After reading E's book, though, and finding out about these things in rather more context and depth, I felt a strong need to revisit a record I'd probably not listened to in 12 years. If you've not done it in a similar amount of time, or never have, I recommend that you do. Over the last 24 hours I've barely listened to anything else. It's a quite extraordinarily beautiful and powerful piece of work.

A lot has happened since 1999. 31 year old me has difficulty getting through the whole thing without crying or feeling like they've just swallowed a whole Cornetto, wide end first. This is partially due to the subject matter: death, illness, depression, suicide and lung cancer (which is as far as I'll be going this time) but no doubt also due to the quality of the songs themselves and the enormous human character they convey.

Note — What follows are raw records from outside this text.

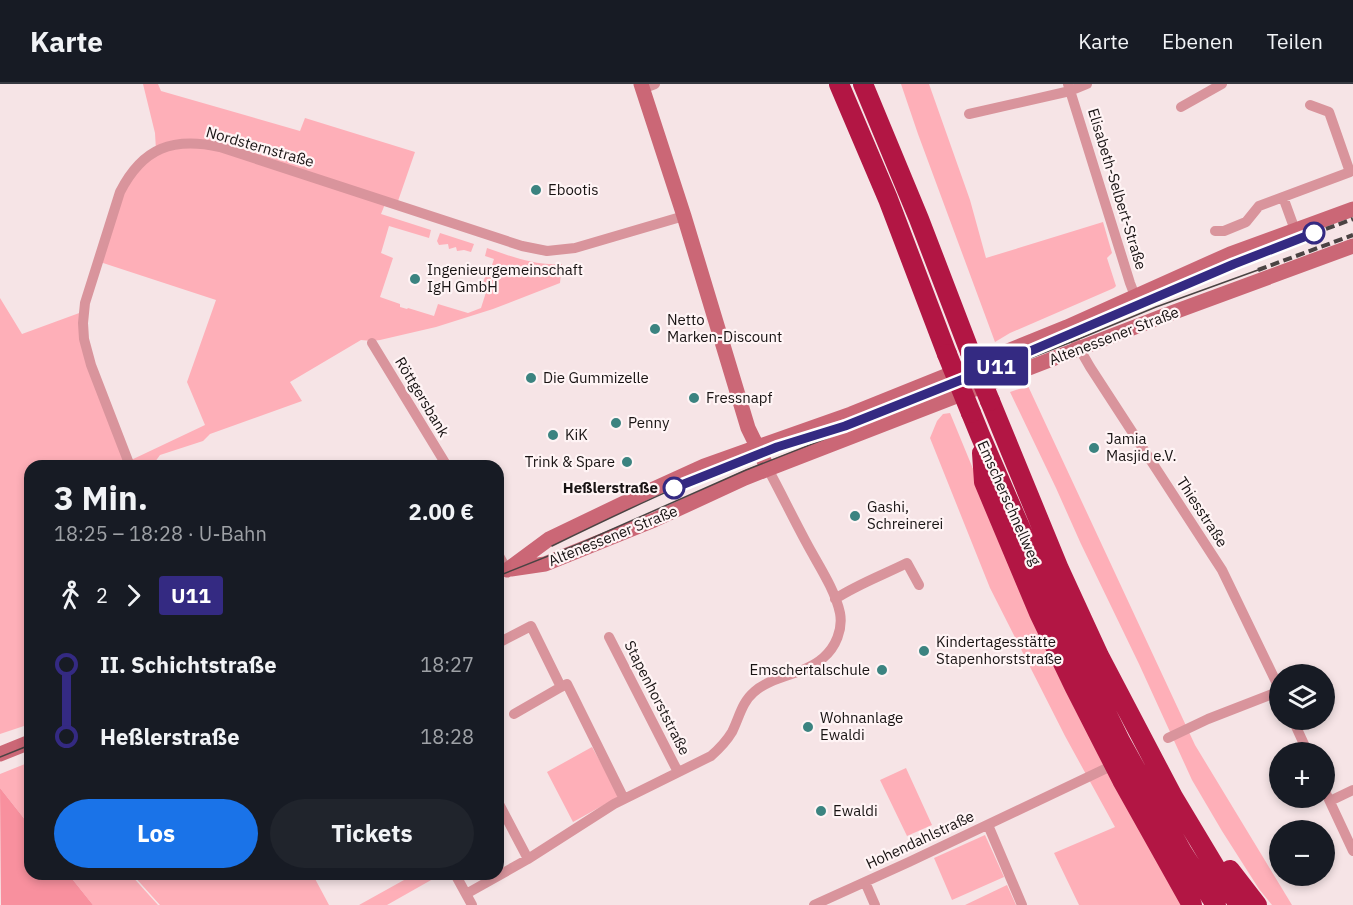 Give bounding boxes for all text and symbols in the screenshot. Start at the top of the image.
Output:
text: Karte [30,23,103,60]
text: Karte [1078,27,1129,55]
text: Ebenen [1162,27,1233,55]
text: Teilen [1266,27,1323,55]
street label: Elisabeth-Selbert-Straße [1084,106,1151,272]
street label: Nordsternstraße [204,122,316,171]
place label: Ebootis [548,180,599,199]
marker: Ebootis [529,183,543,197]
unlabelled marker [1303,222,1325,244]
place label: Ingenieurgemeinschaft IgH GmbH [427,260,583,296]
marker: Ingenieurgemeinschaft IgH GmbH [408,272,422,286]
street label: Altenessener Straße [1046,302,1181,369]
place label: Netto Marken-Discount [667,310,782,346]
marker: Netto Marken-Discount [648,322,662,336]
line badge: U11 [962,346,1030,386]
text: U11 [976,352,1016,380]
street label: Röttgersbank [391,353,454,440]
place label: Die Gummizelle [543,368,649,387]
marker: Die Gummizelle [524,371,538,385]
place label: Fressnapf [706,388,772,407]
marker: Fressnapf [687,391,701,405]
place label: Penny [628,413,670,432]
marker: Penny [609,416,623,430]
place label: KiK [565,425,588,444]
marker: KiK [546,428,560,442]
place label: Jamia Masjid e.V. [1106,429,1177,465]
street label: Emscherschnellweg [973,437,1046,568]
marker: Jamia Masjid e.V. [1087,441,1101,455]
place label: Trink & Spare [525,452,615,471]
marker: Trink & Spare [620,455,634,469]
street label: Thiesstraße [1173,473,1232,550]
text: 3 Min. [54,476,148,519]
marker: Heßlerstraße [663,477,685,499]
place label: Heßlerstraße [563,478,658,497]
text: 2.00 € [409,497,474,526]
place label: Gashi, Schreinerei [867,497,943,533]
street label: Altenessener Straße [545,501,680,570]
marker: Gashi, Schreinerei [848,509,862,523]
text: 18:25 – 18:28 · U-Bahn [54,520,267,547]
icon: walk [54,579,87,612]
icon: forward [117,579,150,612]
text: U11 [171,581,211,609]
text: 2 [96,582,108,609]
place label: Kindertagesstätte Stapenhorststraße [936,632,1062,668]
street label: Stapenhorststraße [620,637,695,758]
marker: Kindertagesstätte Stapenhorststraße [917,644,931,658]
text: II. Schichtstraße [100,650,277,679]
text: 18:27 [420,651,474,678]
place label: Emschertalschule [749,660,870,679]
marker: Emschertalschule [875,663,889,677]
map controls [1269,664,1335,886]
button: layers [1269,664,1335,730]
place label: Wohnanlage Ewaldi [820,708,903,744]
marker: Wohnanlage Ewaldi [801,720,815,734]
text: Heßlerstraße [100,722,240,751]
text: 18:28 [420,723,474,750]
button: + [1269,742,1335,808]
button: Los [54,799,258,868]
button: Tickets [270,799,474,868]
place label: Ewaldi [833,801,878,820]
marker: Ewaldi [814,804,828,818]
street label: Hohendahlstraße [863,806,977,873]
button: − [1269,820,1335,886]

Its most extraordinary characteristic is how it remains an uplifting experience whilst never denying the darkness. The final line of the final song, P.S. You Rock My World is "and maybe it's time to live". Art, music, literature. Its greatness for me is its shapeshifting ability, its scope for changing in meaning depending on the observer, the time or the situation. It's what makes it so endlessly fascinating and exciting. And maybe it IS time to live.